Proto’s Python handling is more “runtime level” than “environment manager”:

  • It will install Python versions
  • You still need to decide:
    • How to manage venvs (e.g., python -m venv, poetry, pipenv)
    • How to enforce consistent venv semantics across the repo

If your current workflow is tightly tied to:

  • pyenv-virtualenv
  • .python-version naming and activation behavior

then moving to proto means breaking those assumptions and re‑standardizing on a new venv story.

mise is closer to asdf‑style Python management, with existing patterns and plugins for virtualenv workflows.

5. Developer muscle memory and local scripts

Examples of what may break when switching to proto:

  • Shell configs:

    # ~/.zshrc (old)
    export NVM_DIR="$HOME/.nvm"
    [ -s "$NVM_DIR/nvm.sh" ] && . "$NVM_DIR/nvm.sh"
    
    eval "$(pyenv init -)"
    eval "$(pyenv virtualenv-init -)"
    

    After switching to proto, these need to be removed or replaced with proto’s shims/path setup.

  • Local scripts:

    # scripts/dev.sh (old)
    nvm use
    pyenv local 3.11.6
    python app.py
    

    You’ll want to rewrite them as:

    proto install
    proto exec python -- python app.py
    
  • Documentation and onboarding:

    • Mentions of nvm install, nvm use, pyenv install, etc. become obsolete
    • New devs need proto bootstrapping instead

These aren’t “technical blockers” but they are change management costs that can be higher with proto than with mise, which tries to feel familiar to asdf/nvm/pyenv refugees.

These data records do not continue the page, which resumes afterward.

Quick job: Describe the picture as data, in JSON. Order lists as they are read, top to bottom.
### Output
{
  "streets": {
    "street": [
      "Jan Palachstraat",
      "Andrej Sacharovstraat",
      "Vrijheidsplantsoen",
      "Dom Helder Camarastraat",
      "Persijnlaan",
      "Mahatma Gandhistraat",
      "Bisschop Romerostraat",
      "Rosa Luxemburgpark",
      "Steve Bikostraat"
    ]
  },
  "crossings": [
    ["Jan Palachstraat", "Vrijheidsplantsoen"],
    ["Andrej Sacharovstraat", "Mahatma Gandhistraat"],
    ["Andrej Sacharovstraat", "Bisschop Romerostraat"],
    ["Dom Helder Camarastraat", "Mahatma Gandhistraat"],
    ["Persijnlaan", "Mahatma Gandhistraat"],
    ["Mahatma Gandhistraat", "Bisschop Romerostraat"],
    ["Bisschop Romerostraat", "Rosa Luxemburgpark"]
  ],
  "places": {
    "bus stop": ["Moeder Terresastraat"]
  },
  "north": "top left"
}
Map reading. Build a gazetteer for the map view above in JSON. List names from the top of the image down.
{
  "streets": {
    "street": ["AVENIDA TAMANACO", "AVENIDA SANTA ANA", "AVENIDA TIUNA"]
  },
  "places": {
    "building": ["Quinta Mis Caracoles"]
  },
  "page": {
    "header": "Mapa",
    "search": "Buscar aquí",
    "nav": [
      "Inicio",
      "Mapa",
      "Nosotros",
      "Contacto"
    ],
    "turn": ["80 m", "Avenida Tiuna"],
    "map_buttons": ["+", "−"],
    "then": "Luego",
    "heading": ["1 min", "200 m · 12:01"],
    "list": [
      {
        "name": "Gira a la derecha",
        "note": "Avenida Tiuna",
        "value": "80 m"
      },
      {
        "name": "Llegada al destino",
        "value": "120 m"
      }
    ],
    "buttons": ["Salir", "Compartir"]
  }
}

Where mise fits better than proto as a direct nvm + pyenv replacement

If the question is literally: “Can proto replace nvm + pyenv in a real polyglot repo?” then “yes, but…” is the honest answer. mise often smooths that “but” more effectively.

mise advantages for nvm/pyenv users

  1. Closer UX to asdf / traditional version managers

    • .tool-versions is conceptually similar to .nvmrc + .python-version
    • mise install, mise use, mise exec are intuitive to asdf users
    • Shell hooks provide automatic version switching on cd
  2. Leverages the asdf plugin ecosystem

    • Huge plugin catalog for languages, tools, CLIs
    • Mature and battle‑tested for polyglot setups
  3. Incremental migration path

    • You can keep existing .nvmrc, .python-version, and others while:
      • Introducing .tool-versions at the repo root
      • Adopting mise for new tools first
    • Less “all or nothing” than proto in practice
  4. Less moonrepo coupling

    • You don’t need or care about moonrepo to get most benefits
    • For teams not planning to adopt moon, mise may feel more “neutral”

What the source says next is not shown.